The head in the jar muttered to itself, then fell silent. It was sulking again. Valentine smiled, and sank back into the mental link with the war machines. In a moment, he was a combat android stamping across a plowed field, the weight of his great steel frame driving his metal feet deep into the rutted earth. He reached out with his mind, and was a dozen metal men, and then a hundred, stamping in unison across the wide field. Their feet rose and fell in perfect step, a hundred robots in the shape of men, with but one purpose and one intent, moving as one.

They marched over the horizon and into a town.
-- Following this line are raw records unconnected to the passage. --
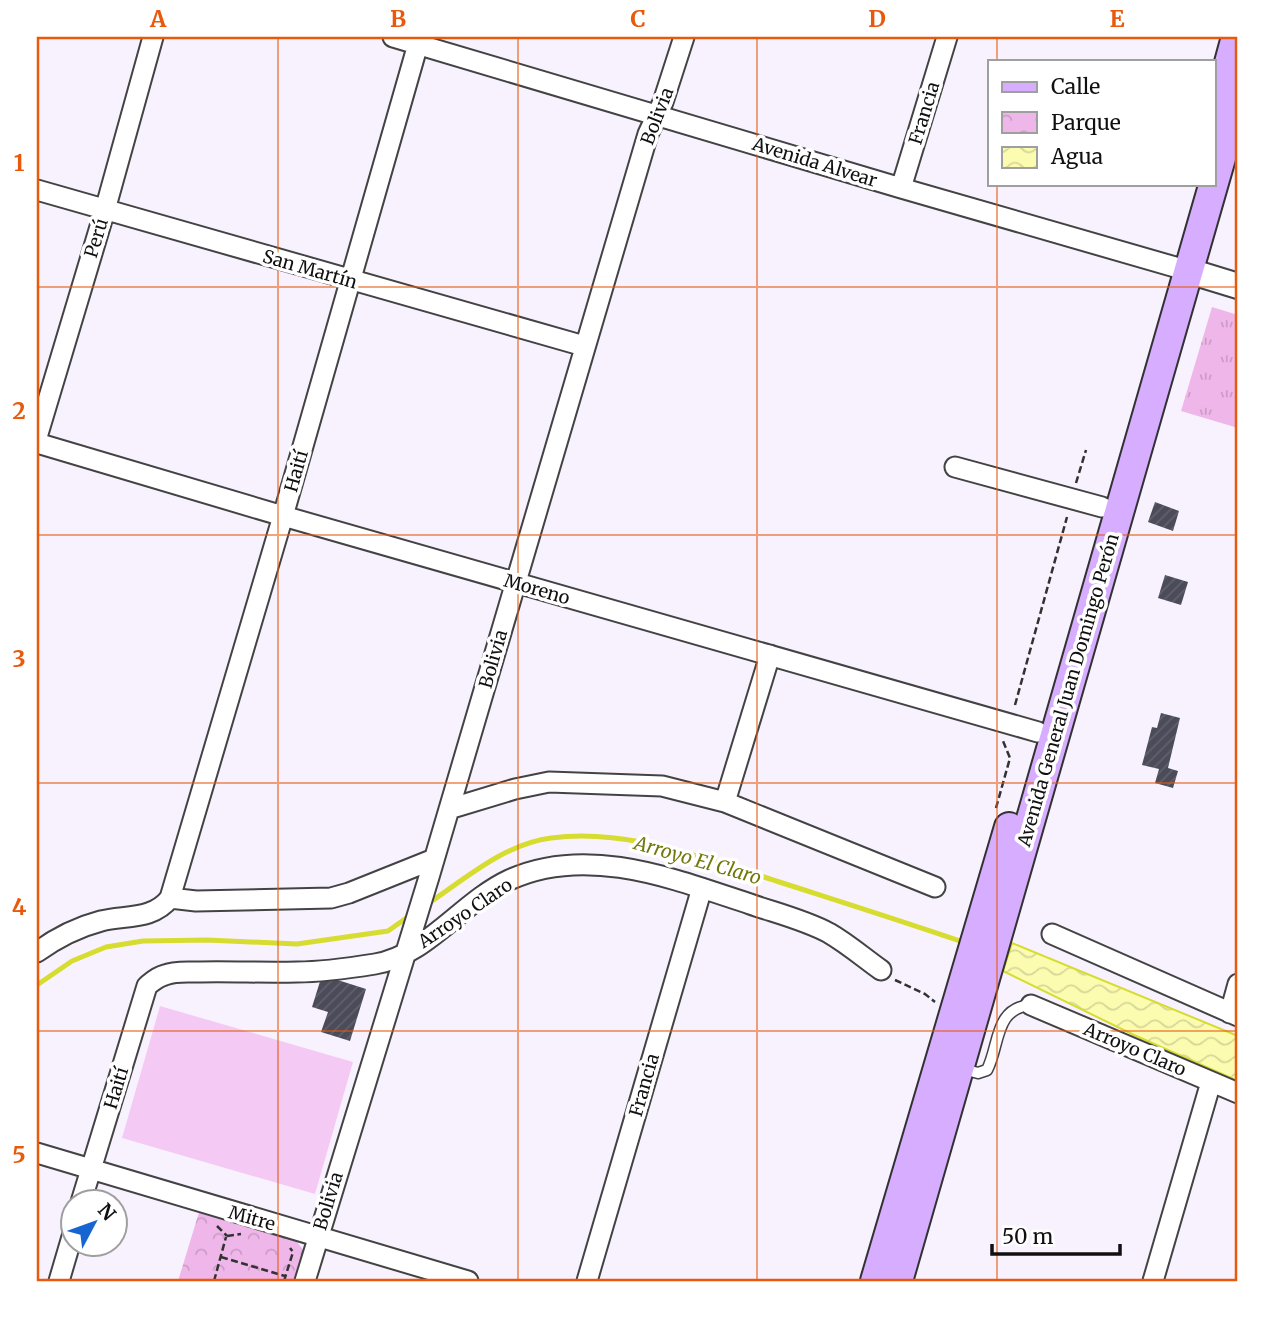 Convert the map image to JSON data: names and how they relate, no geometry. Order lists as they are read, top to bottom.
{
  "streets": {
    "main road": ["Avenida General Juan Domingo Perón"],
    "street": [
      "Francia",
      "Bolivia",
      "Avenida Alvear",
      "Perú",
      "San Martín",
      "Haití",
      "Moreno",
      "Arroyo Claro",
      "Mitre"
    ]
  },
  "crossings": [
    ["Francia", "Avenida Alvear"],
    ["Francia", "Arroyo Claro"],
    ["Bolivia", "Avenida Alvear"],
    ["Bolivia", "San Martín"],
    ["Bolivia", "Moreno"],
    ["Bolivia", "Arroyo Claro"],
    ["Bolivia", "Mitre"],
    ["Avenida Alvear", "Haití"],
    ["Avenida Alvear", "Avenida General Juan Domingo Perón"],
    ["Perú", "San Martín"],
    ["San Martín", "Haití"],
    ["Haití", "Moreno"],
    ["Haití", "Arroyo Claro"],
    ["Haití", "Mitre"],
    ["Moreno", "Avenida General Juan Domingo Perón"]
  ],
  "water": ["Arroyo El Claro"],
  "legend": ["Calle", "Parque", "Agua"],
  "scale_bar": "50 m",
  "north": "top right",
  "grid": {
    "columns": [
      "A",
      "B",
      "C",
      "D",
      "E"
    ],
    "rows": [
      "1",
      "2",
      "3",
      "4",
      "5"
    ]
  }
} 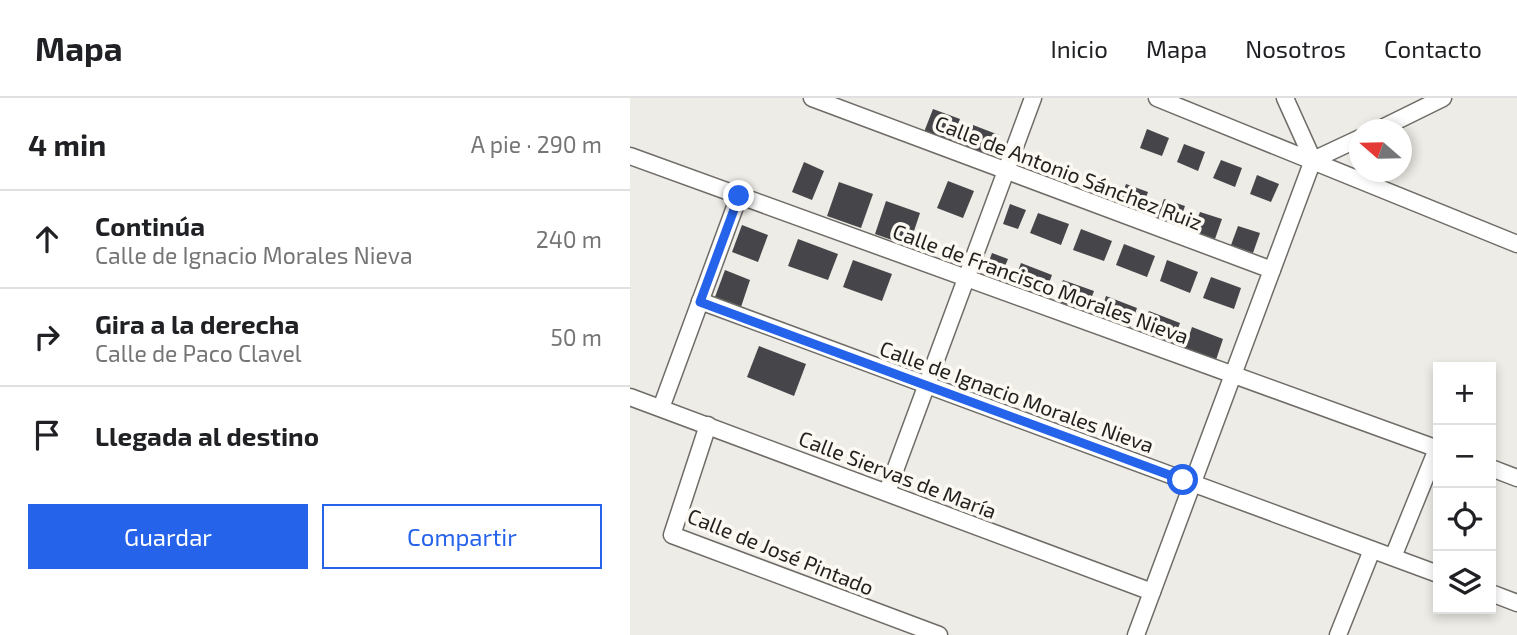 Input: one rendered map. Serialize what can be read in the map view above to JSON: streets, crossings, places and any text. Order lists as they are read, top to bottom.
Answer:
{
  "streets": {
    "street": [
      "Calle de Antonio Sánchez Ruiz",
      "Calle de Francisco Morales Nieva",
      "Calle de Ignacio Morales Nieva",
      "Calle Siervas de María",
      "Calle de José Pintado"
    ]
  },
  "crossings": [
    ["Calle Siervas de María", "Calle de José Pintado"]
  ],
  "north": "left",
  "page": {
    "header": "Mapa",
    "nav": [
      "Inicio",
      "Mapa",
      "Nosotros",
      "Contacto"
    ],
    "heading": ["4 min", "A pie · 290 m"],
    "list": [
      ["Continúa", "Calle de Ignacio Morales Nieva", "240 m"],
      ["Gira a la derecha", "Calle de Paco Clavel", "50 m"],
      "Llegada al destino"
    ],
    "map_buttons": ["+", "−"],
    "buttons": ["Guardar", "Compartir"]
  }
} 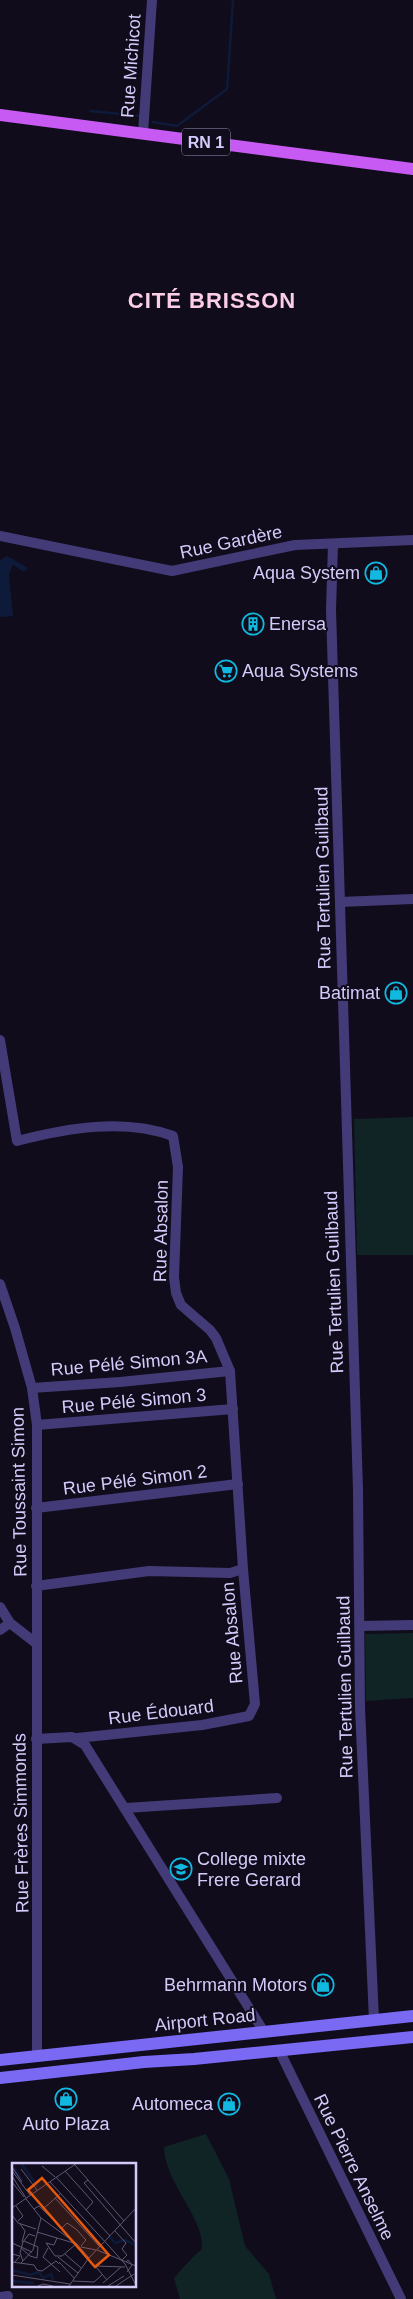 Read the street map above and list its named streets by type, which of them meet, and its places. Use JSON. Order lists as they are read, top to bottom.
{
  "streets": {
    "main road": ["RN 1", "Airport Road"],
    "street": [
      "Rue Michicot",
      "Rue Gardère",
      "Rue Tertulien Guilbaud",
      "Rue Absalon",
      "Rue Pélé Simon 3A",
      "Rue Pélé Simon 3",
      "Rue Pélé Simon 2",
      "Rue Toussaint Simon",
      "Rue Édouard",
      "Rue Frères Simmonds",
      "Rue Pierre Anselme"
    ]
  },
  "crossings": [
    ["Rue Michicot", "RN 1"],
    ["Rue Gardère", "Rue Tertulien Guilbaud"],
    ["Rue Tertulien Guilbaud", "Airport Road"],
    ["Rue Absalon", "Rue Pélé Simon 3A"],
    ["Rue Absalon", "Rue Pélé Simon 3"],
    ["Rue Absalon", "Rue Pélé Simon 2"],
    ["Rue Absalon", "Rue Édouard"],
    ["Rue Pélé Simon 3A", "Rue Toussaint Simon"],
    ["Rue Pélé Simon 3", "Rue Toussaint Simon"],
    ["Rue Pélé Simon 2", "Rue Toussaint Simon"],
    ["Rue Toussaint Simon", "Rue Frères Simmonds"],
    ["Rue Édouard", "Rue Frères Simmonds"],
    ["Rue Frères Simmonds", "Airport Road"],
    ["Airport Road", "Rue Pierre Anselme"]
  ],
  "districts": ["CITÉ BRISSON"],
  "places": {
    "shop": [
      "Aqua System",
      "Batimat",
      "Behrmann Motors",
      "Auto Plaza",
      "Automeca"
    ],
    "building": ["Enersa"],
    "supermarket": ["Aqua Systems"],
    "school or university": ["College mixte Frere Gerard"]
  }
} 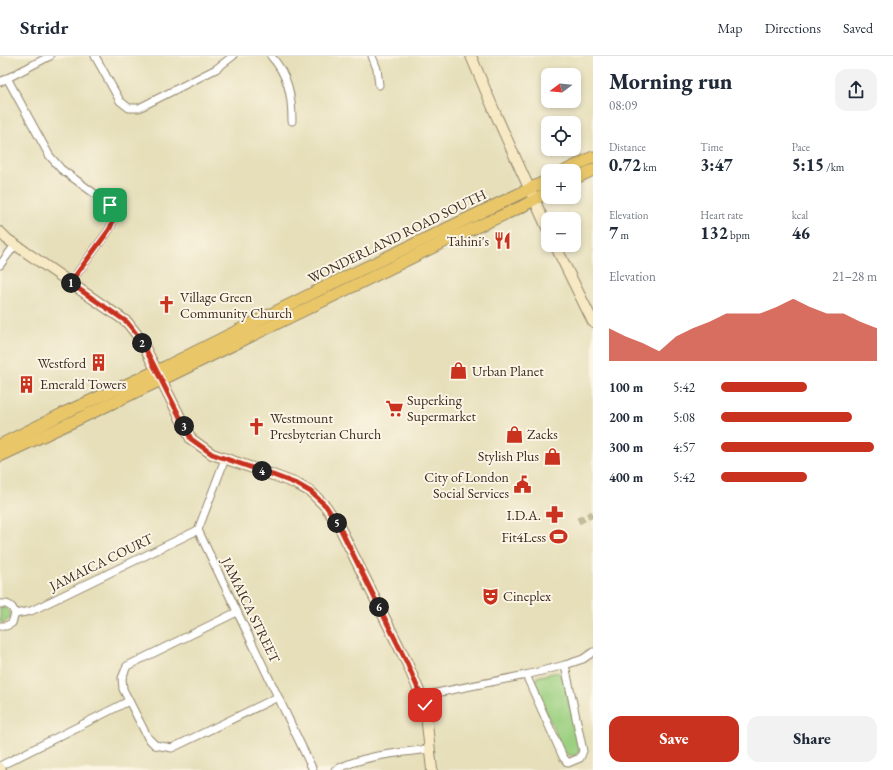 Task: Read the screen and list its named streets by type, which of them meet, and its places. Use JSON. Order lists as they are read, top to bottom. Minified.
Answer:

Rebels came out to face them, fighting with farm implements and the occasional projectile weapon. Blades and bullets rebounded harmlessly from the metal men, and the robots laid their hands upon the rebels, tearing them limb from limb, breaking their heads and necks with lashing metal flails, and tearing open their guts with jagged metal hooks. It was inevitable that they would take some damage, but as long as a spark of energy remained in their systems they pressed on, marching, limping or crawling on their bellies, never stopping. Men and women and children died screaming under metal hands, and Valentine was there.

He’d wondered why the rouge AIs of Shub had insisted on supplying him with this particular gift, but now he thought he knew why. It was their way of showing him what it was like to be living metal, to be encompassed by the certainty of steel and tech, to be so much more than merely human, free from the limits of flesh. Valentine’s scarlet smile stretched from ear to ear, a new satisfaction glowing in his mascaraed, fever-bright eyes. He spread himself through the entire metal army, growing larger and larger, blossoming through every system at once, his artificially boosted, drug-expanded mind living inside every war machine on Virimonde, and loving every minute of it.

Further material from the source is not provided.